Skip to main content

To get taxa information of sequences from BOLD system

Project description

bold_identification

Important

This package relies on Python3.5 or hihger version. If you do not have Python3 installed, please intall it first. If you do not know how to install Python packages, please refer to https://packaging.python.org/tutorials/installing-packages/. Please go to https://docs.python.org/3/ to learn more about Python. I cannot offer any support for such kind of problems.

1 Introduction

see https://github.com/linzhi2013/bold_identification.

This is a Python3 package which can get the taxonomy information of sequences from BOLD http://www.boldsystems.org/index.php.

To get the taxonomy information of a sequence from BOLD, what we usually do is: (1) open the website http://www.boldsystems.org/index.php/IDS_OpenIdEngine with a browser; (2) Choose a database; (3) input the sequence (4) click submit and wait for the result. (5) Copy the taxonomy information from the result page.
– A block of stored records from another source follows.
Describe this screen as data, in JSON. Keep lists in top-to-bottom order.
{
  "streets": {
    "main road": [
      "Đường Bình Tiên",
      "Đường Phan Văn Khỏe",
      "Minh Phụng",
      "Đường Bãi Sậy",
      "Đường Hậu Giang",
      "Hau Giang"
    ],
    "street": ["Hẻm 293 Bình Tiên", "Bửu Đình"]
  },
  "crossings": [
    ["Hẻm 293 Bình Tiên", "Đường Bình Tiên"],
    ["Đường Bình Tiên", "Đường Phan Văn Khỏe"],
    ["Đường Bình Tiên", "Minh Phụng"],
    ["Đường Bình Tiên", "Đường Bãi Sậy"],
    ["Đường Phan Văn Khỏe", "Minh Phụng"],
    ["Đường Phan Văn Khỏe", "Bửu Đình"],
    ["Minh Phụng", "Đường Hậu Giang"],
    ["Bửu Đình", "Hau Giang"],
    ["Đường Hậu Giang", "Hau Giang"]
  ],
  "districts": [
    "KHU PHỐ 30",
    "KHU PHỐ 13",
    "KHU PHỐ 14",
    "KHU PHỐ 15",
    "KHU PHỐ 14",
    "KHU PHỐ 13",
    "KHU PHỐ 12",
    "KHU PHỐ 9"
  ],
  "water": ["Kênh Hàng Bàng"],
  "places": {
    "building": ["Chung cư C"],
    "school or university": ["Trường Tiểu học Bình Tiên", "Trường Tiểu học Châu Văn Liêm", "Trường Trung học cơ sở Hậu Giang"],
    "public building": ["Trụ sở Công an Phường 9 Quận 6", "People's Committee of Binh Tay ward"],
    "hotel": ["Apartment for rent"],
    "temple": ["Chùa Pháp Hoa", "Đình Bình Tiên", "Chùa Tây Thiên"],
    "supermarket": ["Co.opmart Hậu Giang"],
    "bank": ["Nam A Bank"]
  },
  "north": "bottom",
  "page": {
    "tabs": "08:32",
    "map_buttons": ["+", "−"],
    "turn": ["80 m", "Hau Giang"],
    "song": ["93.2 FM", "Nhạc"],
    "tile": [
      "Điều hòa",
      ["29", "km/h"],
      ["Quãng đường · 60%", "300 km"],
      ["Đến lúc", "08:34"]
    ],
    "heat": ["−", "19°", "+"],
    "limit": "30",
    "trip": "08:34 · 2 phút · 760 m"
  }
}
bold_identification actually does the same things as above, but it does such a thing automatically for you, and makes life easier.

Currently, bold_identification only runs on Mac OS, Windows 64bit, Linux.

Beware,

  • only the Chrome browser and PhantomJS browser work on Windows, while FireFox doesn't.

  • Only PhantomJS browser can be run on a non-graphical computer, while Chrome and FireFox cannot, even though there is a '-H' option.

2 Installation

pip install bold_identification

There will be a command bold_identification created under the same directory as your pip command.

3 Usage

run bold_identification

usage: bold_identification [-h] -i <str> [-f <str>] -o <str>
                           [-d {COX1,COX1_SPECIES,COX1_SPECIES_PUBLIC,COX1_L640bp,ITS,Plant}]
                           [-n <int>] [-b {PhantomJS,Firefox,Chrome}]
                           [-t <int>] [-t2 <int>] [-r <int>] [-c] [-D] [-H]
                           [--version]

To identify taxa of given sequences from BOLD (http://www.boldsystems.org/).
Some sequences can fail to get taxon information, which can be caused by
TimeoutException if your network to the BOLD server is bad.
Those sequences will be output in the file '*.TimeoutException.fasta'.

You can:
1) run another searching with the same command directly (but add -c option);
2) change the browser (-b option);
3) lengthen the time to wait for each query (-t option);
4) increase submission times (-r option) for a sequence.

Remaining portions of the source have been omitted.